DOJ Complaint Filed Over Saudi Lobbying Campaign That Exploited Military Veterans

by | Mar 30, 2017

DOJ Complaint Filed Over Saudi Lobbying Campaign That Exploited Military Veterans

by | Mar 30, 2017

Legal action follows’s revelation that veterans were tricked into unwittingly lobbying for Saudi Arabia

A group of 9/11 families and survivors has filed a complaint with the U.S. Department of Justice, suggesting broad misconduct in a lobbying campaign the firm has conducted on behalf of Saudi Arabia.

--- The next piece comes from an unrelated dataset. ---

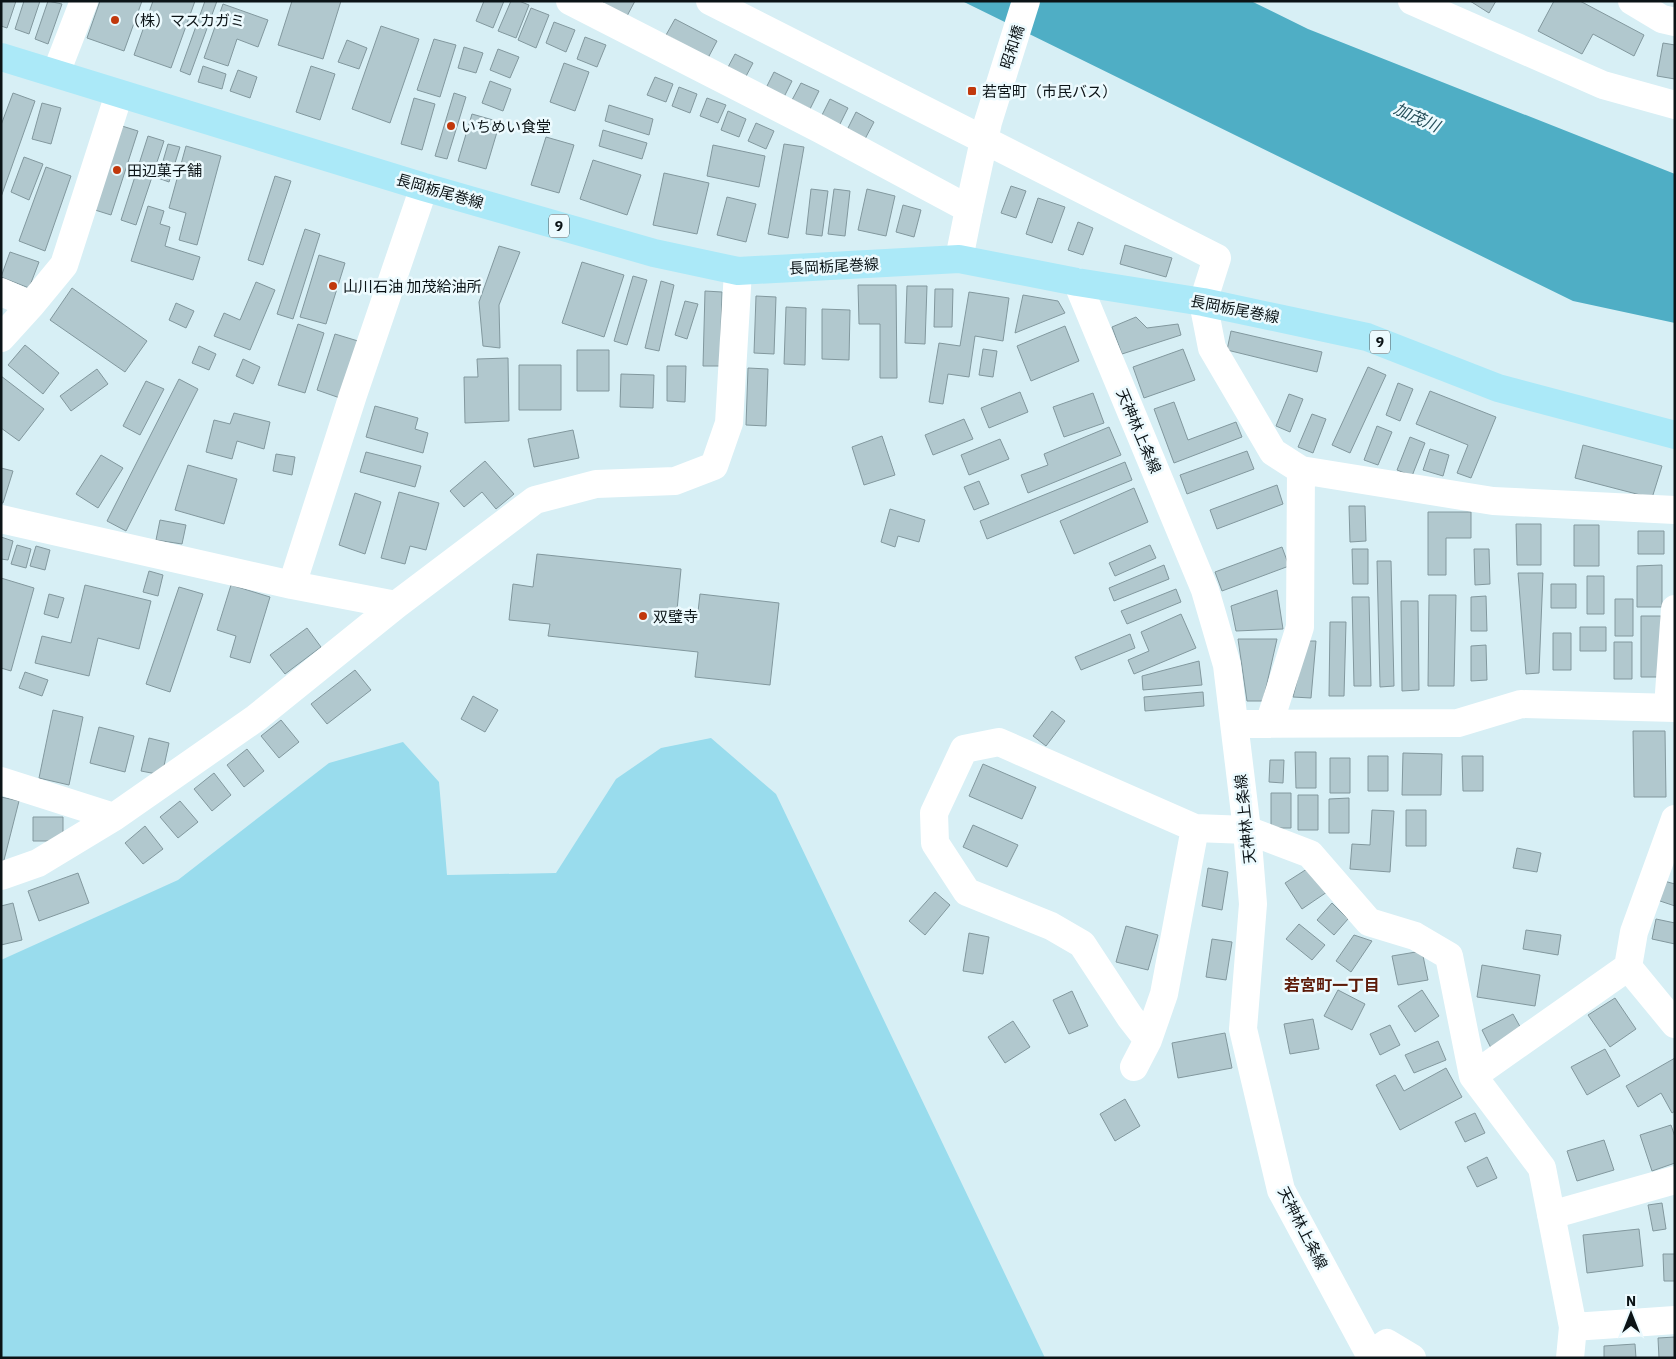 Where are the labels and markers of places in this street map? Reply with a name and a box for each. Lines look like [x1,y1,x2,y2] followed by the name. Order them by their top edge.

According to the 17-page complaint, individuals associated with Qorvis MSLGroup violated several provisions of the Foreign Agents Registration Act (FARA) as they worked to weaken a law that cleared the way for 9/11 families and victims to sue the kingdom for its alleged role in the September 11 attacks.

The accusations, leveled by 9/11 Victims’ Families and Survivors United for Justice Against Terrorism, center on a campaign in which lobbyists have flown large groups of U.S. military veterans to Washington to oppose the Justice Against Sponsors of Terrorism Act (JASTA)—without informing those veterans that Saudi Arabia was sponsoring and orchestrating their activities.

Qorvis’ failure to disclose the Saudi role to participating veterans—and, in turn, to members of Congress they visited—was first revealed by 28Pages.orgthrough accounts provided by veterans David Casler, Tim Cord and Dan Cord. 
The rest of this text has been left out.